> [REQUIRED ACTION] In the data below, find each line that contains the word "sports" and copy it.
____________
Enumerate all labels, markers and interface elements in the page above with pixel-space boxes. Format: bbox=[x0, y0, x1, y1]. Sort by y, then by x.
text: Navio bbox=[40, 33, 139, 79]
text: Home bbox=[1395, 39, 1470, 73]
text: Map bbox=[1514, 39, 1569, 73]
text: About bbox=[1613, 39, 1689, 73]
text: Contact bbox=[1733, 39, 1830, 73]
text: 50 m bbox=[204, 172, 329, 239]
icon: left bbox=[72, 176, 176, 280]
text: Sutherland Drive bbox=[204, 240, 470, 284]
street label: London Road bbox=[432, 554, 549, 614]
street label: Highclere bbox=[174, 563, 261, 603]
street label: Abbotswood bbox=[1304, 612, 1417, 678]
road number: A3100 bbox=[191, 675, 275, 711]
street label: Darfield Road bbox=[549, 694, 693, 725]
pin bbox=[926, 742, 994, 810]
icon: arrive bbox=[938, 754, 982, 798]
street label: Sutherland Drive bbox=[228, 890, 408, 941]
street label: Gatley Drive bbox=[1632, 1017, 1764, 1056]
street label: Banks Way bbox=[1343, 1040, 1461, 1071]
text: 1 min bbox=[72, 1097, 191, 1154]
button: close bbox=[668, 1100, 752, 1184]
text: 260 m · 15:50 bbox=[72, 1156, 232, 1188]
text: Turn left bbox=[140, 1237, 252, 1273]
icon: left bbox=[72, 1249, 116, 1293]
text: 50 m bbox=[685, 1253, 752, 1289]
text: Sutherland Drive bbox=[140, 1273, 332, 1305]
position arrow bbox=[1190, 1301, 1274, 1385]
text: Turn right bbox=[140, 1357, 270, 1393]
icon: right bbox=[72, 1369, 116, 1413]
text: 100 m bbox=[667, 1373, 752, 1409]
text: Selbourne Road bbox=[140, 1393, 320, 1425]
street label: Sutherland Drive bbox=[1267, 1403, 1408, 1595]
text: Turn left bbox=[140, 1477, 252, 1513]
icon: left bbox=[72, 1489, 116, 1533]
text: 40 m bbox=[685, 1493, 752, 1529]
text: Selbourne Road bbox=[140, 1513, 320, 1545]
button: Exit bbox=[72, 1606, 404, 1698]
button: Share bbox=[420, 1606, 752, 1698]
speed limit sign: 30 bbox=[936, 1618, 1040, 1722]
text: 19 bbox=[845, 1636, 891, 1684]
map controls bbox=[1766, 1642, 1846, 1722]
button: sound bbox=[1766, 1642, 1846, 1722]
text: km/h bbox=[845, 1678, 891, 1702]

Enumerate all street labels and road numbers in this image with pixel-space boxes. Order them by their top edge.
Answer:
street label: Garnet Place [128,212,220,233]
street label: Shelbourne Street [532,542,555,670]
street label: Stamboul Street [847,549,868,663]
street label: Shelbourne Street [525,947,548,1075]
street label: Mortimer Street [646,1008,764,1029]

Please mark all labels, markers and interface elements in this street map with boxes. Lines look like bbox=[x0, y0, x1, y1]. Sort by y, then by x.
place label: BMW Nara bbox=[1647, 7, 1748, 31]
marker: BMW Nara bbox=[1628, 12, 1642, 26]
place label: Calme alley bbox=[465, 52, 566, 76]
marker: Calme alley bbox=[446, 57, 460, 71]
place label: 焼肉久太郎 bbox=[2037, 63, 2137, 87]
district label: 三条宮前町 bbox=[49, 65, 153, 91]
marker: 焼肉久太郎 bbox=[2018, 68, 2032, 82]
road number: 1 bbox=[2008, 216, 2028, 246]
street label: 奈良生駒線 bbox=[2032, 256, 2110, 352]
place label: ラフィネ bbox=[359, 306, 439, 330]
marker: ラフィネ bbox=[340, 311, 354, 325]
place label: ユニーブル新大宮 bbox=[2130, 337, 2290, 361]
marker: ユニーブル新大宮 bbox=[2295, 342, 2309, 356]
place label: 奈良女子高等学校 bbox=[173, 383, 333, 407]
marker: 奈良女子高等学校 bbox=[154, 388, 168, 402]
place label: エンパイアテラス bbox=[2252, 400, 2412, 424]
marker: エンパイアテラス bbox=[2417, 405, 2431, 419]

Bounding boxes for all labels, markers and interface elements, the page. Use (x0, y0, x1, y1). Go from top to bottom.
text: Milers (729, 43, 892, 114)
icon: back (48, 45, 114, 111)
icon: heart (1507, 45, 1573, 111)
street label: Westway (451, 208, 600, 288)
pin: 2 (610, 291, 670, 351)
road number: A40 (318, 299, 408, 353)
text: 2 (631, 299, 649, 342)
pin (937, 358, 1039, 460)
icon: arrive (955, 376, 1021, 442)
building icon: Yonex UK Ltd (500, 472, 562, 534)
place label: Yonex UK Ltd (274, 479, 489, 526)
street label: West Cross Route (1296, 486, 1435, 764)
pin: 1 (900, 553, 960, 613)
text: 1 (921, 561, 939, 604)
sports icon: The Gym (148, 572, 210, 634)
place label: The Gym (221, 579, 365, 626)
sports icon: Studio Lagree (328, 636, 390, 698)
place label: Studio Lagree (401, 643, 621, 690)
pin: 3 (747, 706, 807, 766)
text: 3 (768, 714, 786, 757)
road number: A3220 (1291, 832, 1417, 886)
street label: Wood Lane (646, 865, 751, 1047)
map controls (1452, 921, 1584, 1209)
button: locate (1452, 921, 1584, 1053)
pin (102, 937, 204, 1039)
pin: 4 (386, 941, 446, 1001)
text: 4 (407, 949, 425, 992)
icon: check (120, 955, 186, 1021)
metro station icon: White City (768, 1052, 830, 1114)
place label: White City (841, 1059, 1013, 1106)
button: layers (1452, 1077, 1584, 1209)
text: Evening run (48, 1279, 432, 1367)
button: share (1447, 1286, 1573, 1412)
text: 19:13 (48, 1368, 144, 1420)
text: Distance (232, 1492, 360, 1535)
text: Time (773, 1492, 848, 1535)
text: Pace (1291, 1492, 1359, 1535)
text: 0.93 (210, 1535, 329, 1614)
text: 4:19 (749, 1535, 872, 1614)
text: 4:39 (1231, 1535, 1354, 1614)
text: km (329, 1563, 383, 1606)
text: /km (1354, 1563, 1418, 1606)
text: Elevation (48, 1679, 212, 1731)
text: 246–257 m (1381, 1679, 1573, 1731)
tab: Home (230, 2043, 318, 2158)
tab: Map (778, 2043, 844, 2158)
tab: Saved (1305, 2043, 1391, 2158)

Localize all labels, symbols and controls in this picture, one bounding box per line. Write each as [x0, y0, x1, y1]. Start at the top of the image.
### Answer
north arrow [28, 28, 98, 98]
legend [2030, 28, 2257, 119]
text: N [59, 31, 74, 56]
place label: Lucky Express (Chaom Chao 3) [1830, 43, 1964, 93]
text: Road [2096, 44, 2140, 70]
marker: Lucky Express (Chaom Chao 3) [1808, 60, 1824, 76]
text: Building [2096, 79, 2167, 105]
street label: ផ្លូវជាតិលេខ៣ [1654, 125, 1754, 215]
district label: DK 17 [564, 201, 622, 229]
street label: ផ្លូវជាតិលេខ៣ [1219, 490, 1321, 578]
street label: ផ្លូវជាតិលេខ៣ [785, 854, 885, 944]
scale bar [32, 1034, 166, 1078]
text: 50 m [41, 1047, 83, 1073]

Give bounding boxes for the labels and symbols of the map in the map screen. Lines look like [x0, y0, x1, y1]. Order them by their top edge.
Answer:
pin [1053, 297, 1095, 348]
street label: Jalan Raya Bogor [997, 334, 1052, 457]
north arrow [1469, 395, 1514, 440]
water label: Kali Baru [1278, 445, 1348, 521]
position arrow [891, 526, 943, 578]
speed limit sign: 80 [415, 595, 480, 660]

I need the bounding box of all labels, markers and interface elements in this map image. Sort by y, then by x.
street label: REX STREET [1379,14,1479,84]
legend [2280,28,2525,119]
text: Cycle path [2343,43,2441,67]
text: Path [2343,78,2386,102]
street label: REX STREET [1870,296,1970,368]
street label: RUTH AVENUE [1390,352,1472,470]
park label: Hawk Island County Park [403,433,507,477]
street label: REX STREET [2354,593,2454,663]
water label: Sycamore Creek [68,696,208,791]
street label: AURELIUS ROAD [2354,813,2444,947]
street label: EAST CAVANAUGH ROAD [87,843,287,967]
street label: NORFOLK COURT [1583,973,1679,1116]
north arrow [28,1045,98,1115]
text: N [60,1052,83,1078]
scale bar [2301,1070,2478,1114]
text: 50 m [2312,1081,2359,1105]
____________
> [OUTPUT FOR THIS EXERCISE]
sports icon: The Gym (148, 572, 210, 634)
sports icon: Studio Lagree (328, 636, 390, 698)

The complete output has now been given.